# Given data:
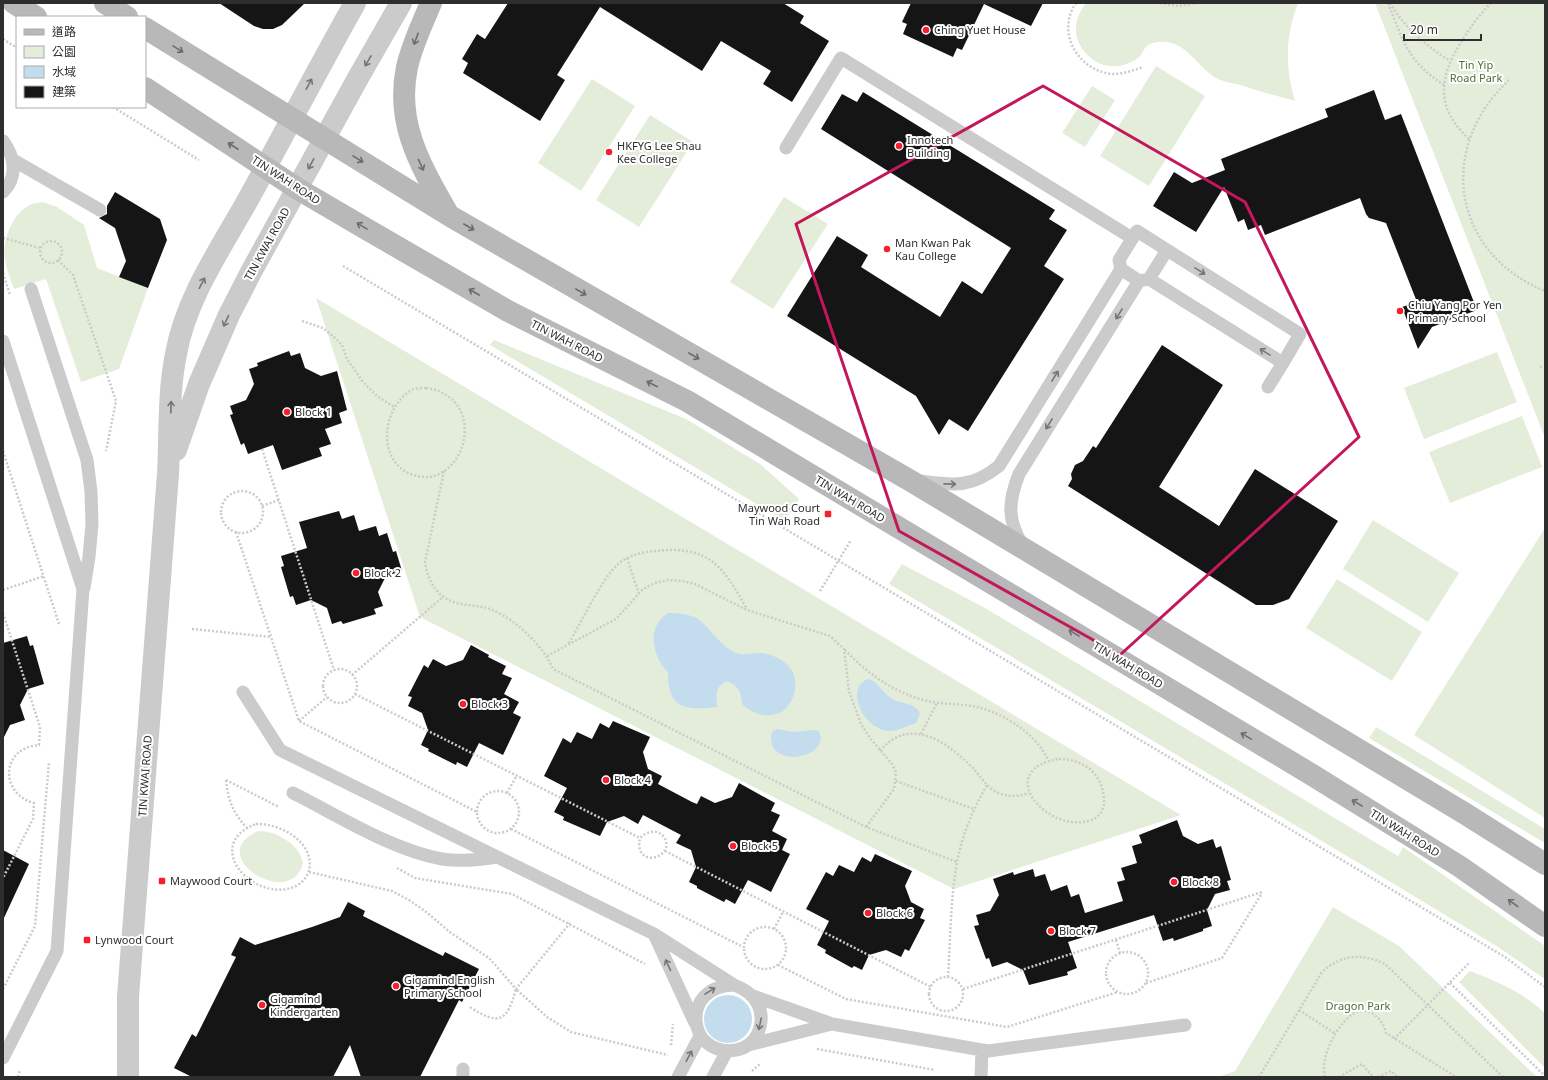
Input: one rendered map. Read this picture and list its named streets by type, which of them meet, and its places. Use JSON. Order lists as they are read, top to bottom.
{
  "streets": {
    "main road": ["TIN WAH ROAD"],
    "street": ["TIN KWAI ROAD"]
  },
  "crossings": [
    ["TIN WAH ROAD", "TIN KWAI ROAD"]
  ],
  "parks": ["Tin Yip Road Park", "Dragon Park"],
  "places": {
    "other": [
      "Ching Yuet House",
      "Innotech Building",
      "HKFYG Lee Shau Kee College",
      "Man Kwan Pak Kau College",
      "Chiu Yang Por Yen Primary School",
      "Block 1",
      "Block 2",
      "Block 3",
      "Block 4",
      "Block 5",
      "Block 8",
      "Block 6",
      "Block 7",
      "Gigamind English Primary School",
      "Gigamind Kindergarten"
    ],
    "transit": ["Maywood Court Tin Wah Road", "Maywood Court", "Lynwood Court"]
  },
  "legend": [
    "道路",
    "公園",
    "水域",
    "建築"
  ],
  "scale_bar": "20 m"
}
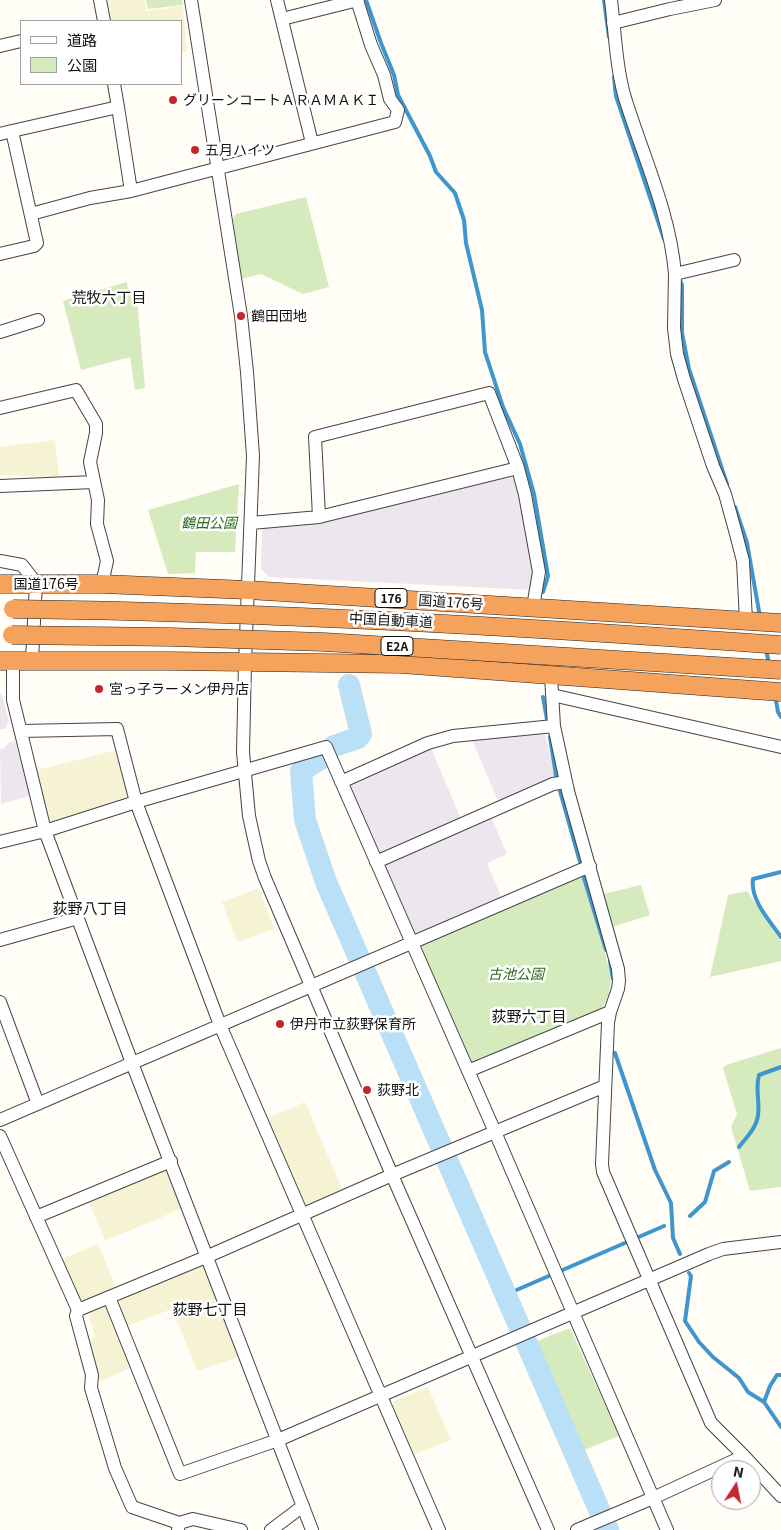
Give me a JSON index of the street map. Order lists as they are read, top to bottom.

# Aim of the task:
Except for the pictures, write the data out exactly.

# The completed task:
Input: one rendered map. Read this picture and list its named streets by type, which of them meet, and its places. Use JSON. Order lists as they are read, top to bottom.
{
  "streets": {
    "main road": ["TIN WAH ROAD"],
    "street": ["TIN KWAI ROAD"]
  },
  "crossings": [
    ["TIN WAH ROAD", "TIN KWAI ROAD"]
  ],
  "parks": ["Tin Yip Road Park", "Dragon Park"],
  "places": {
    "other": [
      "Ching Yuet House",
      "Innotech Building",
      "HKFYG Lee Shau Kee College",
      "Man Kwan Pak Kau College",
      "Chiu Yang Por Yen Primary School",
      "Block 1",
      "Block 2",
      "Block 3",
      "Block 4",
      "Block 5",
      "Block 8",
      "Block 6",
      "Block 7",
      "Gigamind English Primary School",
      "Gigamind Kindergarten"
    ],
    "transit": ["Maywood Court Tin Wah Road", "Maywood Court", "Lynwood Court"]
  },
  "legend": [
    "道路",
    "公園",
    "水域",
    "建築"
  ],
  "scale_bar": "20 m"
}
Give me a JSON index of the street map. Order lists as they are read, top to bottom.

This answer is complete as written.